Por lo pronto, estos textos están dirigidos fundamentalmente a fenómenos efímeros: a un filtro de cigarrillo (“La boquilla de papel”)25, a un circuito de semáforo (“Pequeñas señales”), a un saludo del chofer de taxi a la policía secreta (“Los choferes saludan”) 26, al destino de los trajes de baño (“Lucha contra los trajes de baño”).27 Estos fenómenos y circunstancias son o en sí mismos visibles, o visibilizados: en la medida en que son aumentados hasta que se desprenden de su trasfondo o su entorno como un algo; o en la medida en que en un procedimiento inverso al enfoque total los desapercibidos bordes espaciales o temporales de un acontecimiento en que se enfoca el interés general entran en el campo de visión como un algo. Así por ejemplo en el artículo para suplemento cultural “Vidrieras destrozadas”,28 en el que el observador se ha perdido el acontecimiento mismo – un atentado nazi contra negocios judíos – y ahora rebusca en el montón de añicos; o en el texto “Carrera al trote en Mariendorf”,29 que de hecho – como advierte con precaución el subtítulo a los expertos en caballos que se perdieron en las secciones del suplemento cultural – no es ningún “informe deportivo”, pues en vez de observar la carrera, son observados los que observan la carrera. Lo que Kracauer busca poner de relieve en estos diferentes enfoques es aquella dimensión anónima de la opinión pública que, en contradicción con su concepto, suele mantenerse oculto como debajo de una capa mágica. A veces lo ayuda ya una desviación sintáctica marginal a la visibilidad. Así en otro artículo de suplemento cultural, en el que Kracauer se enmascara de periodista deportivo. En vez de describir el fenómeno masivo del deporte, Kracauer describe el colectivo anónimo que hace al deporte en primer lugar un fenómeno y en efecto porque este pone en movimiento a este colectivo de un modo deportivo: el bello título de este texto se llama “Deportean”.30

Al trasfondo medial del cine contemporáneo remite también la construcción de esta opinión pública como una esfera muda, en la que la vida se desarrolla sin palabras y solo de vez en cuando aparece un trazo de escritura. En ocasiones, esta esfera se condensa en un grito (“Gritos en la calle”)31 y a veces cae también una palabra o un llamado (“Palabras de la calle”, “Figuras berlinesas”),32 pero estas palabras y llamados interesan solo en la medida en que se sustraen de la situación comunicativa de la que provienen y cristalizan como cosas. El destino de estas cosas permanece por lo demás incierto, no pueden generar una narración. Al margen de unas pocas excepciones, los textos no están estructurados narrativamente y en efecto incluso tampoco cuando tematizan explícitamente una secuencia temporal, por ejemplo en la forma de un transcurso de día (“Primero de mayo en Berlín”)33 o de un viaje (“Un par de días en París”).34 Que no narren no significa por cierto que describan. Su intervención es – comenzando por el juego de los enfoques – totalmente constructiva, en la que la construcción se mezcla de múltiples maneras con comentarios y propuestas de interpretación. El fenómeno se semiotiza, se convierte en una “expresión”, en un signo óptico. En el mismo proceso empero adquiere un excedente, que resiste a la semiotización, no ingresa totalmente en la dimensión sígnica. El hablante o el corresponsal que aparece en los textos a menudo en la primera persona se conforma con eso. No toma posición, no se deja involucrar, sino que se mantiene fundamentalmente en la posición del observador. Incluso cuando se aproxima mucho, mantiene una distancia insalvable, conserva la perspectiva desde fuera, para visibilizar lo que yace frente a todos los ojos.
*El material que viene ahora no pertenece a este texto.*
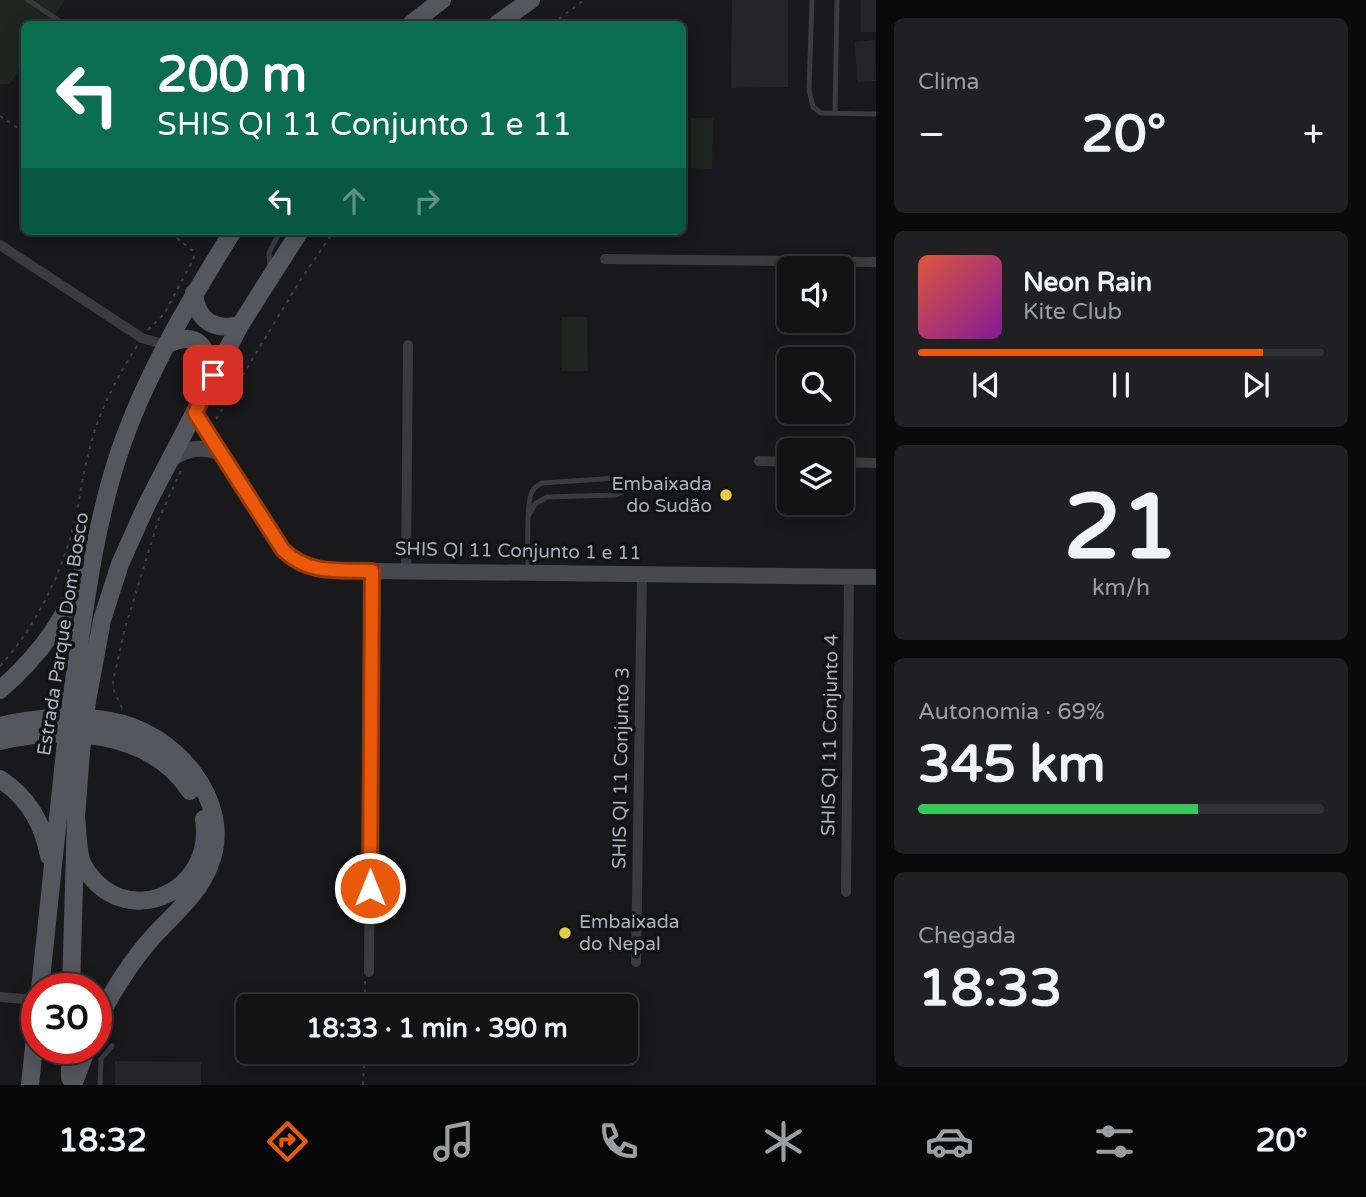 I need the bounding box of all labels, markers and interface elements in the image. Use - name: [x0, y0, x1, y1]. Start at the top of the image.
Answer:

Esta posición de observador se denomina de una manera tan lacónica como precisa en el subtítulo de la versión en libro de Los empleados: “Un aspecto de la Alemania más reciente”. El extranjero, que aquí se manifiesta como a través del éter, se apiña en el rol del etnólogo y se lanza a una “expedición”, que es “quizá más arriesgada que viajar por África para rodar una película”:35 un viaje de descubrimiento en un país extranjero interior, del cual el extranjero informa como desde la exótica lejanía de aquellas “tribus primitivas, cuyas costumbres admiran los empleados en las películas”.36 El superlativo sensacionalista de “la más reciente” promete servir el hambre de sensación al que se dedicaron los frenéticos reporteros de la época. Pero la sensación que Kracauer tiene para ofrecer no es ninguna otra que la cotidianidad de una capa que en la más reciente Alemania de Berlín se ha tornado en fuerza acuñadora de la vida pública. Si Kracauer comparar esta vida con la carta robada del cuento de Poe “The Purloined Letter”, a la que precisamente la opinión pública protege del descubrimiento, por un momento aparece, detrás del personaje del etnólogo, la figura del detective, que es un pariente un poco más lejano del extranjero. A diferencia de la clásica figura del detective, para Kracauer no se trata de solucionar el caso, sino de en primer lugar exponerlo como un caso, que ocurre también por lo tanto abiertamente escondido, por que las instancias que estarían llamadas para tal efecto, no están en condiciones de darle un contorno en su singularidad. Pues las formaciones conceptuales de la sociología contemporánea son demasiado esquemáticas y van a la zaga de las nuevas realidades socio-económicas; la política ofrece soluciones antes de que esté el diagnóstico; y en lo que concierne a la vanguardia, esta es notablemente ciega para el supuesto interior, in el que los frentes se chocan y los límites se difuminan.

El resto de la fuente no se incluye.